Instructions for the task –
Using the listing below, print exactly everything from the line with "Input: one rendered map. Transcribe" down to the line with "Quick job: Give", both included, and nothing more.

****

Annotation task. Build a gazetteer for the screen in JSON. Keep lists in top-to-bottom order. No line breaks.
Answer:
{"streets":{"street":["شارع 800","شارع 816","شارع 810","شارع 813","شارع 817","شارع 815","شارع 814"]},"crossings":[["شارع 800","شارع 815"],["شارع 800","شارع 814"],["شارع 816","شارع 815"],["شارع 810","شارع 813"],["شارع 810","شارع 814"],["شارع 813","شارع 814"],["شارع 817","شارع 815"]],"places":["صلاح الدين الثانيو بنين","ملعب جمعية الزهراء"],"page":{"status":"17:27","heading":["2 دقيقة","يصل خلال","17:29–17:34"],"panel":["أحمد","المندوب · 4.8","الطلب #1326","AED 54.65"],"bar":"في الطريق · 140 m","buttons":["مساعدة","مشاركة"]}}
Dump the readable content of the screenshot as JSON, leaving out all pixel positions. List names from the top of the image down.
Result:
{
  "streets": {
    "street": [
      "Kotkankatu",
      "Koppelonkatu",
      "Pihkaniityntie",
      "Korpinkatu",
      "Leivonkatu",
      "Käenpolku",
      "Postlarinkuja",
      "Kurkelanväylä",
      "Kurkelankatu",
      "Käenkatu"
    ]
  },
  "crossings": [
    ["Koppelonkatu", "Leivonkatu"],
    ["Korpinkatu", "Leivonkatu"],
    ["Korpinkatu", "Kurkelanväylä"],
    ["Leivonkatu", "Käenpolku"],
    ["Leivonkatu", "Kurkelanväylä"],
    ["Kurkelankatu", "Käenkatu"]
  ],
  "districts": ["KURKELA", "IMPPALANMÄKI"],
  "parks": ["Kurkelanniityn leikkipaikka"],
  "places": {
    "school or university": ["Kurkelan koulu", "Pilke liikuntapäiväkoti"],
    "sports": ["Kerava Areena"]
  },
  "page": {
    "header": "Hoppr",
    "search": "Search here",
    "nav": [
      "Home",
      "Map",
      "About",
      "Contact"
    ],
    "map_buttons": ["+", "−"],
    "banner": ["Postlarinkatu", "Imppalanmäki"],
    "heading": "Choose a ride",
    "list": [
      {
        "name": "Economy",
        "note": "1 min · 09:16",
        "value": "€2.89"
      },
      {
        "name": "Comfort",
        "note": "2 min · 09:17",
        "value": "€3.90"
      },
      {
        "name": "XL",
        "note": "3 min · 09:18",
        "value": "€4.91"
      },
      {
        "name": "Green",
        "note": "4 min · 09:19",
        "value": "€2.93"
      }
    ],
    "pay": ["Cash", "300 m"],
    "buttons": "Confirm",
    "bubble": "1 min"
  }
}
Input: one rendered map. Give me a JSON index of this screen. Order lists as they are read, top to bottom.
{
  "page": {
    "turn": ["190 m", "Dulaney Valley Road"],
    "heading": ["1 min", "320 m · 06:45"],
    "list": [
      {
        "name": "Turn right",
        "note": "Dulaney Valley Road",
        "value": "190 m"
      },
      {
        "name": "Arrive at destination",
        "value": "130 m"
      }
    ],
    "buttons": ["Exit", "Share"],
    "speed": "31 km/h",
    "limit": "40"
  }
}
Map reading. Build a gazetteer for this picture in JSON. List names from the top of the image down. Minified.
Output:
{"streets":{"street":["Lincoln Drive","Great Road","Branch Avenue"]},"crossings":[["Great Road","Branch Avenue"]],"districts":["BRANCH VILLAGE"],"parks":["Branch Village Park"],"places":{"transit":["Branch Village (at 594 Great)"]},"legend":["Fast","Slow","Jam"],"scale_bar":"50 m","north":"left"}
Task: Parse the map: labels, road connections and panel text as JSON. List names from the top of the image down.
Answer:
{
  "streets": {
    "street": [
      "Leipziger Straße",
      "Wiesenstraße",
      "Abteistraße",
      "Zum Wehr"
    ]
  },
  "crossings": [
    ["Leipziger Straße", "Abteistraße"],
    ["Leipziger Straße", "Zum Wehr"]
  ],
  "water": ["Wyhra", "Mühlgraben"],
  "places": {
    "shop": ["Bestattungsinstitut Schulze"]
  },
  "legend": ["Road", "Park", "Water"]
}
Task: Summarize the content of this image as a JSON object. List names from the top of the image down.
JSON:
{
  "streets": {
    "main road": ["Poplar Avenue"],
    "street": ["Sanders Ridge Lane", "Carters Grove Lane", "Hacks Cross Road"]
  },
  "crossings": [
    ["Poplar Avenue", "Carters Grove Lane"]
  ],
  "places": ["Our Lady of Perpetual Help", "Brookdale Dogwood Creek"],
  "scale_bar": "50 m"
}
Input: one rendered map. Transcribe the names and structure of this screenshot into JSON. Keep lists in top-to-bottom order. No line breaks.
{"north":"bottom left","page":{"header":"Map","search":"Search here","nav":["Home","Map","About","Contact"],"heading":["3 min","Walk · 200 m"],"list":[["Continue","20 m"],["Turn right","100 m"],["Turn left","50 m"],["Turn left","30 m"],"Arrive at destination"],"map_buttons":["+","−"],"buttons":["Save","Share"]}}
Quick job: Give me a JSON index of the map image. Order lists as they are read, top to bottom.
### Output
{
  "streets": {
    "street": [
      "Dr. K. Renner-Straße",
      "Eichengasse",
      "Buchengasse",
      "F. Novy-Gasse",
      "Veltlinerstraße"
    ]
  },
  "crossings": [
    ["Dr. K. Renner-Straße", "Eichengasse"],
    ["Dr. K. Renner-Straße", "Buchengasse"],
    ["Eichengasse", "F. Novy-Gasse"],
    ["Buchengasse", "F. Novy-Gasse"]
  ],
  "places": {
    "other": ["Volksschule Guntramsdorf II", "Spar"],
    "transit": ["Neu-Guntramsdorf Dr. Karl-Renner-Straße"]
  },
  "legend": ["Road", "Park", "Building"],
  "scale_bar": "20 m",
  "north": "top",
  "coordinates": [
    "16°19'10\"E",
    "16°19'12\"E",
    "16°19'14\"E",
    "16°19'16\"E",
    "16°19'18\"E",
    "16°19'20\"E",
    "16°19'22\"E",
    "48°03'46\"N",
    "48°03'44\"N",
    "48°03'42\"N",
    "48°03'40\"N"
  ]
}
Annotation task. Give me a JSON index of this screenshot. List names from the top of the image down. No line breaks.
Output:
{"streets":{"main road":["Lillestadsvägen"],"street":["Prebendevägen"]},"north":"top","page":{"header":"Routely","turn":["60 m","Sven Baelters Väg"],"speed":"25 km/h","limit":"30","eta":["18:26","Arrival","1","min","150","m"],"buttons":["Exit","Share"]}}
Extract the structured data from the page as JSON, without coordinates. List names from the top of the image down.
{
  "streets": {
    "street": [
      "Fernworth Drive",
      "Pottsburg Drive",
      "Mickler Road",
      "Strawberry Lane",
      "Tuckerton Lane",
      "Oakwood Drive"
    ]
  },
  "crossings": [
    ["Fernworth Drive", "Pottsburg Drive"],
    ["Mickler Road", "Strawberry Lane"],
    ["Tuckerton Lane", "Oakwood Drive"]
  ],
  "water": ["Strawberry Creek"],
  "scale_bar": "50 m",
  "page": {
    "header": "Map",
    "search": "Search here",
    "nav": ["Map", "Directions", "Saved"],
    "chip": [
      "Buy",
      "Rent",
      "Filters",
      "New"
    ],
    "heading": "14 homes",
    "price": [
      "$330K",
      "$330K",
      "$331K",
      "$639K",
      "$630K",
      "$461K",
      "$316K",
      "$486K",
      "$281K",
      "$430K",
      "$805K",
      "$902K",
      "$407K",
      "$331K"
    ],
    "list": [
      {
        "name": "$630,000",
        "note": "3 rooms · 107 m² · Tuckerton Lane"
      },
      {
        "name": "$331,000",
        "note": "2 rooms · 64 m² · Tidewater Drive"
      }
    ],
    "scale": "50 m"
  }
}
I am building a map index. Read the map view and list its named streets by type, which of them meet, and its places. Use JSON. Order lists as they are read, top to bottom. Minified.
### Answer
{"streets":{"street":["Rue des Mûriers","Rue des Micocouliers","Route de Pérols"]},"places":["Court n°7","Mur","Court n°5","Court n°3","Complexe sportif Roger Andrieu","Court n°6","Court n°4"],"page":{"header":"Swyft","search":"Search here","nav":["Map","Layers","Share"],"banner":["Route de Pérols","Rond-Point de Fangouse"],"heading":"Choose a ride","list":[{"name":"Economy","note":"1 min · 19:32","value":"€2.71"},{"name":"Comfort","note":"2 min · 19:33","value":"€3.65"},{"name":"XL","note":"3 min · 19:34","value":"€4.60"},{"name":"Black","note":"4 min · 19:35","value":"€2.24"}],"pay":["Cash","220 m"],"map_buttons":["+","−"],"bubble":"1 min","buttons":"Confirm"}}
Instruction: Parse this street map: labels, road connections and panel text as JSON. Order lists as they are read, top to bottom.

****

Output of the task –
Input: one rendered map. Transcribe the names and structure of this screenshot into JSON. Keep lists in top-to-bottom order. No line breaks.
{"north":"bottom left","page":{"header":"Map","search":"Search here","nav":["Home","Map","About","Contact"],"heading":["3 min","Walk · 200 m"],"list":[["Continue","20 m"],["Turn right","100 m"],["Turn left","50 m"],["Turn left","30 m"],"Arrive at destination"],"map_buttons":["+","−"],"buttons":["Save","Share"]}}
Quick job: Give me a JSON index of the map image. Order lists as they are read, top to bottom.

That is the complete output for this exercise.